One man’s trash, the late Carrol Holshouser would tell you, is another man’s treasure.
In the late 1970s, Holshouser noticed piles of aluminum patio furniture being thrown out into the streets in Myrtle Beach by hotel and resort owners, when the straps became frayed or broken. Realizing that the frames were still sound, he collected them and figured out a way to replace the straps.
Working alongside his wife, Jane, out of a garage-turned-workshop, Holshouser became an entrepreneur before the word was widely used and bootstrapped—or furniture-strapped—his way into a business, Custom Outdoor Furniture & Restrapping.
Now in its third generation, Carrol and Jane’s daughter, Sarah Marie “Sam” Cox is now the chief executive officer; her daughter, Olivia Cox, is the chief marketing officer; and her brother, Gregg Holshouser is the chief operating officer.
The three showrooms in Garden City, S.C. feature a variety of seating options, tables, umbrellas, and the like — and it has been having the ability to pivot from commercial clients to homeowners and back again, using those showrooms that have helped the business weather Covid-19, Sam says.
“We do mainly contract and commercial sales and repairs for the hotels, HOAs, and property management groups in Myrtle Beach, but we also have a retail store,” she says. “During 2020, our focus shifted to retail since the hotels were closed and HOA pools were closed.

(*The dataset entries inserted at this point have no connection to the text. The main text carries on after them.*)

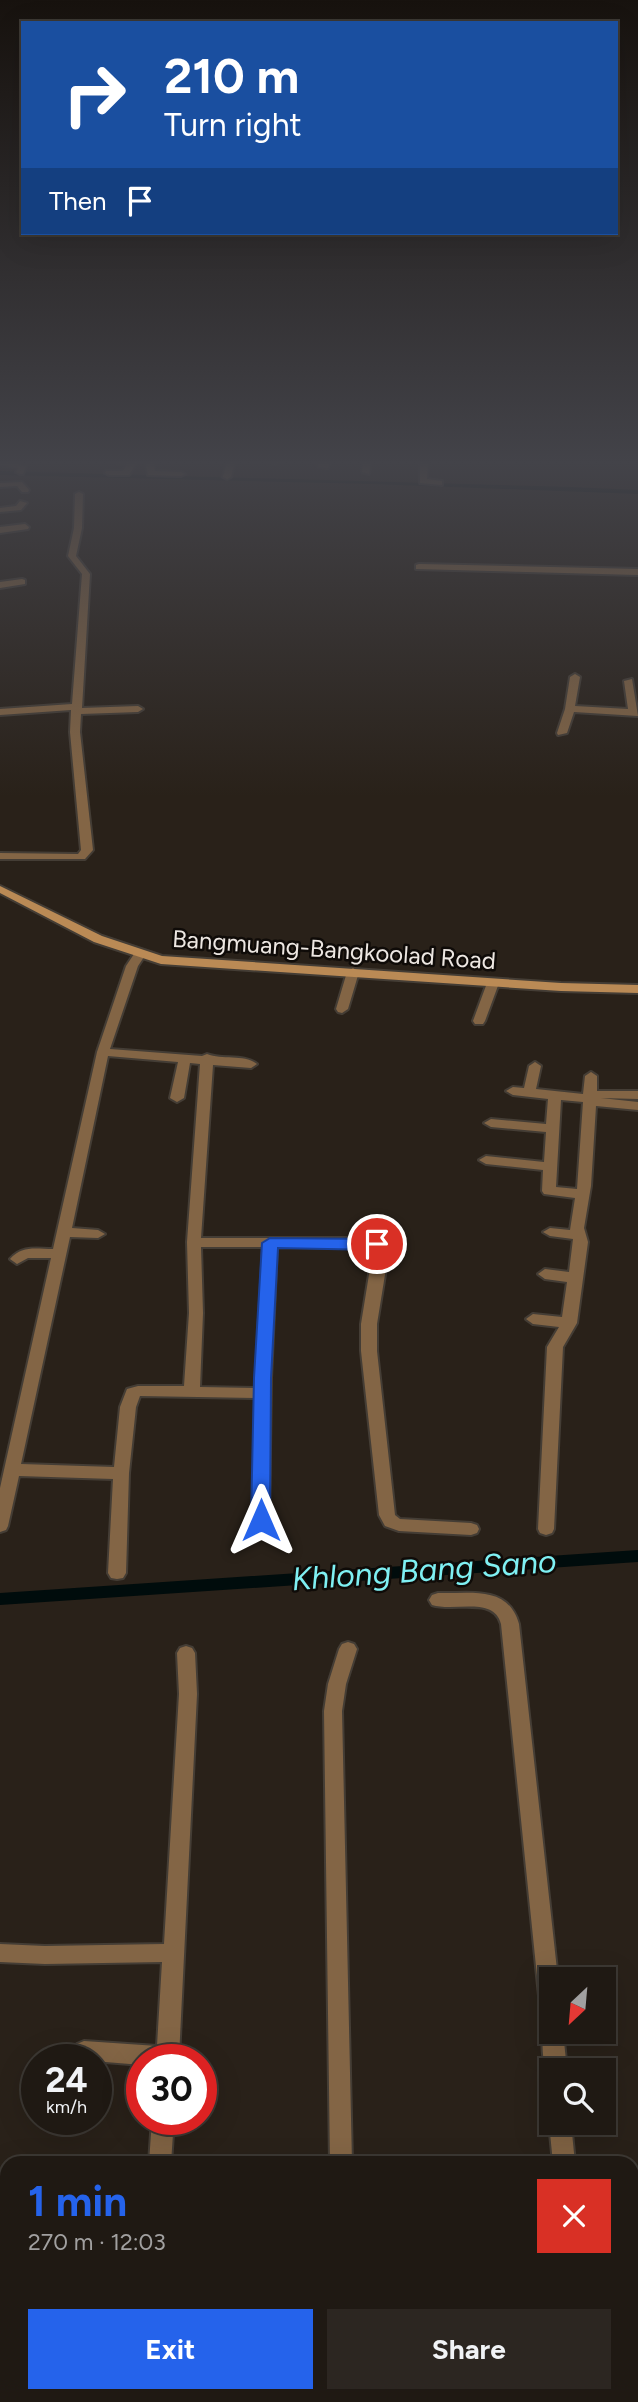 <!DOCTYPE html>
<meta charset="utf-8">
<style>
body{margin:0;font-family:Figtree,sans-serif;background:#2c2621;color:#f1f3f6;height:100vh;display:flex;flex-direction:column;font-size:26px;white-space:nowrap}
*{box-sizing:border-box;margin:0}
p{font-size:23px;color:#a1a0a0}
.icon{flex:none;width:38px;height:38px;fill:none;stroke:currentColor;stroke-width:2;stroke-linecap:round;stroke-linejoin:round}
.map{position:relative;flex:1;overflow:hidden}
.sheet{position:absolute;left:0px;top:2156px;width:639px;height:247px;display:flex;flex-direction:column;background:#1f1913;border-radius:21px 21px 0 0;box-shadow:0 7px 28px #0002,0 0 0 2px #3c3833}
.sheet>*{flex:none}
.hud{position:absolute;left:21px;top:21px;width:597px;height:214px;border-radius:0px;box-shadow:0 7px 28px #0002,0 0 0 2px #3c3833;background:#1a4fa0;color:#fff;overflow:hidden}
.needle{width:46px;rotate:206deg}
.controls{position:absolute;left:539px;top:1967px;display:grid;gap:14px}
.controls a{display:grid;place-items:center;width:77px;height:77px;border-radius:0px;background:#1f1913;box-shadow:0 7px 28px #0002,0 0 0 2px #3c3833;font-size:35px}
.speed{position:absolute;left:21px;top:2044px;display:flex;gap:14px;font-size:35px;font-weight:700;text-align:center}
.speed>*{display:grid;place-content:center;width:91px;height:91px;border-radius:50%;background:#1f1913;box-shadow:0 7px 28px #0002,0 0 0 2px #3c3833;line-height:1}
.speed small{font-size:18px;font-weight:400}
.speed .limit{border:10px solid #d22;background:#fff;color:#111}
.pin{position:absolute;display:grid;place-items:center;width:60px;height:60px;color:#fff;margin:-30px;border:4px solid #fff;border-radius:50%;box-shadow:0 2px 7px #0007}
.me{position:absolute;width:77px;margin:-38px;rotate:0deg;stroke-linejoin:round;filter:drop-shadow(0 0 5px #0008)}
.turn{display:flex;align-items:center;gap:24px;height:147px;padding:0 28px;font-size:32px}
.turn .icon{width:91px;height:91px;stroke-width:2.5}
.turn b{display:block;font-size:49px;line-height:60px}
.then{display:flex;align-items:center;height:66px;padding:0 28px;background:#0003;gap:14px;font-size:26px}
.round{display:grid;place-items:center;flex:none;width:74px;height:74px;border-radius:0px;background:#2c2621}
.head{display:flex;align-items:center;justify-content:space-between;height:119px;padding:0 28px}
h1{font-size:42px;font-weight:700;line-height:52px;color:#2563eb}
.cta{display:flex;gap:14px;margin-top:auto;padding:14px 28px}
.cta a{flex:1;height:80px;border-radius:0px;background:#2563eb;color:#fff;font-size:28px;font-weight:700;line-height:80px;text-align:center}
.cta a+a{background:#2c2621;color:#f1f3f6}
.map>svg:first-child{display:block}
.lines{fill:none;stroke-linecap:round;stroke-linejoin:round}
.canal{fill:#000c0c;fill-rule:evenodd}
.street-casing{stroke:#443d35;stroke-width:4}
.secondary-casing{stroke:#443d35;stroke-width:4}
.street{fill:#836545;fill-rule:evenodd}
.secondary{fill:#ba8a55;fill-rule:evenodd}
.route{fill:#2563eb;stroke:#184099;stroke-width:2}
.labels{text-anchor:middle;stroke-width:5;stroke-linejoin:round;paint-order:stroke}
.street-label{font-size:24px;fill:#ede7e2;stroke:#0f0b08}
.near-water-label{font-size:32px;font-style:italic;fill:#7ef0f3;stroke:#0f0b08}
</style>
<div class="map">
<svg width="638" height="2402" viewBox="0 0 638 2402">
<rect width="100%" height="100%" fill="#292119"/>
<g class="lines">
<path class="canal" d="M 0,471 L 571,487 L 638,490 L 638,494 L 372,484 L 0,475 Z
M 638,1550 L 638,1562 L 0,1605 L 0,1593 Z"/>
<g class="street-casing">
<path id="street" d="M 0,461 L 26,466 L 23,474 L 20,474 L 16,472 L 18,468 L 0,465 Z
M 109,461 L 137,461 L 137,462 L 129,475 L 109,475 L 105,473 L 106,471 L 123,471 L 127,464 Z
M 145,461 L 153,461 L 155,471 L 181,472 L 185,474 L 181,476 L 148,475 Z
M 227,461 L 235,461 L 231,477 L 227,479 L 223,477 Z
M 280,461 L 275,464 L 271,462 L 272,461 Z
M 322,461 L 330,461 L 328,468 L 319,467 L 318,465 Z
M 363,461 L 371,461 L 369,474 L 362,472 Z
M 420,461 L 428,461 L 427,479 L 442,481 L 442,485 L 420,483 Z
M 22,482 L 29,490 L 28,492 L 22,492 L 17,486 L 0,487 L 0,483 Z
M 79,492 L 83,494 L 82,528 L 76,556 L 90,574 L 82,708 L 138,706 L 143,709 L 138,712 L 81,714 L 80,732 L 93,850 L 85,859 L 0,859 L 0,853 L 78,854 L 81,850 L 70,732 L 71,710 L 0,715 L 0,709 L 72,704 L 82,574 L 68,556 L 74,528 L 75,494 Z
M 20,501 L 27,503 L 21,510 L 0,512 L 0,508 L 16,506 Z
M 25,524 L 29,527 L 28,529 L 0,533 L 0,527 Z
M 419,564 L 638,569 L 638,575 L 416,569 L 416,565 Z
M 22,579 L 25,580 L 25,584 L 0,588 L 0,582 Z
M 575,674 L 580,677 L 575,706 L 628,709 L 624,681 L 632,679 L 638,716 L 574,712 L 567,733 L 558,735 L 557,733 L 565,709 L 570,677 Z
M 140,950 L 146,954 L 138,966 L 110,1049 L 202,1056 L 207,1054 C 222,1060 245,1054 257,1064 L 251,1068 L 213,1065 L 201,1238 L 366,1238 L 385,1244 L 388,1256 L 377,1324 L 377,1351 L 395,1515 L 400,1519 L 471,1523 L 477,1525 L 479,1529 L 477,1533 L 471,1535 L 399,1531 L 385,1526 L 379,1515 L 361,1351 L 361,1324 L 373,1250 L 366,1248 L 277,1247 L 271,1378 L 269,1520 L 267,1524 L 261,1526 L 255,1524 L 253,1520 L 255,1398 L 140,1396 L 136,1407 L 129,1473 L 126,1573 L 123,1578 L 117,1579 L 111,1578 L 108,1573 L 113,1479 L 19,1476 L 8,1526 L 6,1530 L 0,1532 L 0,1488 L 51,1258 L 28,1258 L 17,1264 L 10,1259 C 22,1245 36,1249 53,1249 L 97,1052 L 126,966 L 136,951 ZM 108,1056 L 178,1062 L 170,1098 L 177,1102 L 184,1098 L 190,1063 L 200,1064 L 187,1242 L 189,1313 L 184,1386 L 138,1386 L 127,1389 L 120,1407 L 114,1467 L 21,1464 L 70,1237 L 98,1238 L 105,1234 L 98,1230 L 72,1228 ZM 201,1247 L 263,1247 L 255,1388 L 200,1387 L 203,1313 Z
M 353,968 L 359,972 L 348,1009 L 342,1013 L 338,1012 L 336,1009 L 347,972 Z
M 493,979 L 499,983 L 485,1021 L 483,1024 L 475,1024 L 473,1021 L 487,983 Z
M 535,1062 L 541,1066 L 536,1089 L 583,1094 L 585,1076 L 591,1072 L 597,1076 L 597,1091 L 638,1091 L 638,1099 L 601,1098 L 638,1102 L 638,1110 L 596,1106 L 591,1186 L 584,1228 L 588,1242 L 577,1323 L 563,1347 L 554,1529 L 552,1533 L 546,1535 L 540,1533 L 538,1529 L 547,1347 L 559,1327 L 533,1324 L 526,1319 L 533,1314 L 562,1317 L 567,1282 L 545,1279 L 538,1274 L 545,1269 L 569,1272 L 573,1239 L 550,1236 L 543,1232 L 550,1228 L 570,1230 L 575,1198 L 544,1194 L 542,1191 L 543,1170 L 486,1164 L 479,1160 L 486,1156 L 544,1162 L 546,1132 L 491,1127 L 484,1123 L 491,1119 L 546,1124 L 548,1099 L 513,1095 L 506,1091 L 513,1087 L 524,1088 L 529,1066 ZM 561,1100 L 583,1102 L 577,1189 L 556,1187 Z
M 438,1593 C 471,1594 508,1585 519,1624 L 558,1979 L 551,1979 L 551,2032 L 563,2032 L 567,2070 L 551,2070 L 551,2078 C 542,2069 540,2038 546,2025 L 549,2024 L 544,2022 L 541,2015 L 501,1624 C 494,1596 454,1612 432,1605 L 429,1600 L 432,1595 Z
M 348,1642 L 354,1644 L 357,1649 L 346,1684 L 342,1711 L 352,2163 L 330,2163 L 324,1711 L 328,1684 L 339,1649 L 342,1644 Z
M 186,1646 L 192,1648 L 195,1653 L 197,1694 L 179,2057 L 178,2060 L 142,2060 L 142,2065 L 81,2060 L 77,2058 L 73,2051 L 77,2044 L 84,2041 L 157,2046 L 162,1962 L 45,1964 L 0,1962 L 0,1944 L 45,1946 L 164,1944 L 179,1694 L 177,1653 L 180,1648 Z
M 551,2118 L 551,2123 L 571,2123 L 575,2163 L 553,2163 L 549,2123 Z
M 152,2119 L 174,2119 L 171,2163 L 149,2163 Z
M 0,2312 L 7,2315 L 7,2339 L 0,2336 Z
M 632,2327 L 638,2327 L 638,2351 L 632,2351 Z"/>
</g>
<g class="secondary-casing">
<path id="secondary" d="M 0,886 L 102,936 L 162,956 L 561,983 L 638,985 L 638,993 L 561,991 L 161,964 L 94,942 L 0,893 Z"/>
</g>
<use href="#street" class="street"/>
<use href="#secondary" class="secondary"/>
</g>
<linearGradient id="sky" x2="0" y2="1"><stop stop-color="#17120e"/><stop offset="0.58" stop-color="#434349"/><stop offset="1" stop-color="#434349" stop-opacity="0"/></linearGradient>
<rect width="638" height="797" fill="url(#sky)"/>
<path class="route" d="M 270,1238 L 377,1239 L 385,1244 L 377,1250 L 278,1248 L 271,1378 L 270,1520 L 268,1525 L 254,1525 L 251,1520 L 254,1378 L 262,1243 Z"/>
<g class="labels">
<g class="street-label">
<text transform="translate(334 950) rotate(4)" y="8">Bangmuang-Bangkoolad Road</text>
</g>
<g class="near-water-label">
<text transform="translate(424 1570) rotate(-4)" y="11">Khlong Bang Sano</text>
</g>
</g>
</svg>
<div class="controls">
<a><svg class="needle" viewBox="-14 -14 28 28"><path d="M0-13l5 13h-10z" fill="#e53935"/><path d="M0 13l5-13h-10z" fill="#a1a0a0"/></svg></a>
<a><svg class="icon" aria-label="search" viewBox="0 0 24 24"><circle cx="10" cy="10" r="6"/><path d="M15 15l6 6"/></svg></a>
</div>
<div class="speed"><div>24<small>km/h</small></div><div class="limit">30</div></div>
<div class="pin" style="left:377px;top:1244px;background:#d93025"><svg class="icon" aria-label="arrive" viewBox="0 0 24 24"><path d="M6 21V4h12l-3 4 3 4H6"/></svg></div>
<svg class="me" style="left:261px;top:1520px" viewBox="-20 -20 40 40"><path d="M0-17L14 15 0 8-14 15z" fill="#2563eb" stroke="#fff" stroke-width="4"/></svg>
<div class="hud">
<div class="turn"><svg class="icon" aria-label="right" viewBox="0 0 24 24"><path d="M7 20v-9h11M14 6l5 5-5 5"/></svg><div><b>210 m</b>Turn right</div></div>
<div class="then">Then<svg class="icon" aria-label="arrive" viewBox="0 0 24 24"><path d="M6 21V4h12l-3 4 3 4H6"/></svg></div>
</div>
<section class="sheet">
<div class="head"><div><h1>1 min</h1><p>270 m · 12:03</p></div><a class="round" style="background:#d93025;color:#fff"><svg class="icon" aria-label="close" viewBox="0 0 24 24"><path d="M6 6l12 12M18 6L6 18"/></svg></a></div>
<div class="cta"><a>Exit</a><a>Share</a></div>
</section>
</div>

Our retail sales grew in 2020, while contract sales were reduced.”
And just as quickly, the situation reversed.
“In 2021, contract sales came back abundantly and we continued to have higher than normal retail sales,” she says. “So, the pandemic changed our business for the better!”
Given the emphasis on retail sales for the past two years, Custom Outdoor is putting in a new point of sale system to better control inventory, while at the same time, it is working on business succession planning, as it is a family-owned business. As it does, the business will continue to set itself apart from the competition—and bring more customers in the door—by continuing to specialize in repairs.
“We have a repair workshop where we do custom re-strapping and re-slinging,” Sam says. “We use that to build awareness of all of our business, and we often find that once a person gets to know us by coming to see us for repairs, they return later to purchase new furniture and accessories.”
She says her business hasn’t been affected by either an increase in full-line furniture stores going into outdoor or in competitors who compete using online sales.
“We tell our customers who call and come into the store the advantages of working with a brick-and-mortar business, plus the advantage of our repair shop,” she explains. “We do not sell online at this time. We use our website to refer customers to see all the different types of furniture that we offer.”
What’s her best advice for struggling casual retailers?
“Develop a relationship with your local hospitality association to meet local hotel owners and property management businesses,” she says. “Also reach out to local real estate offices who have property management divisions. All of these businesses will purchase in quantity.”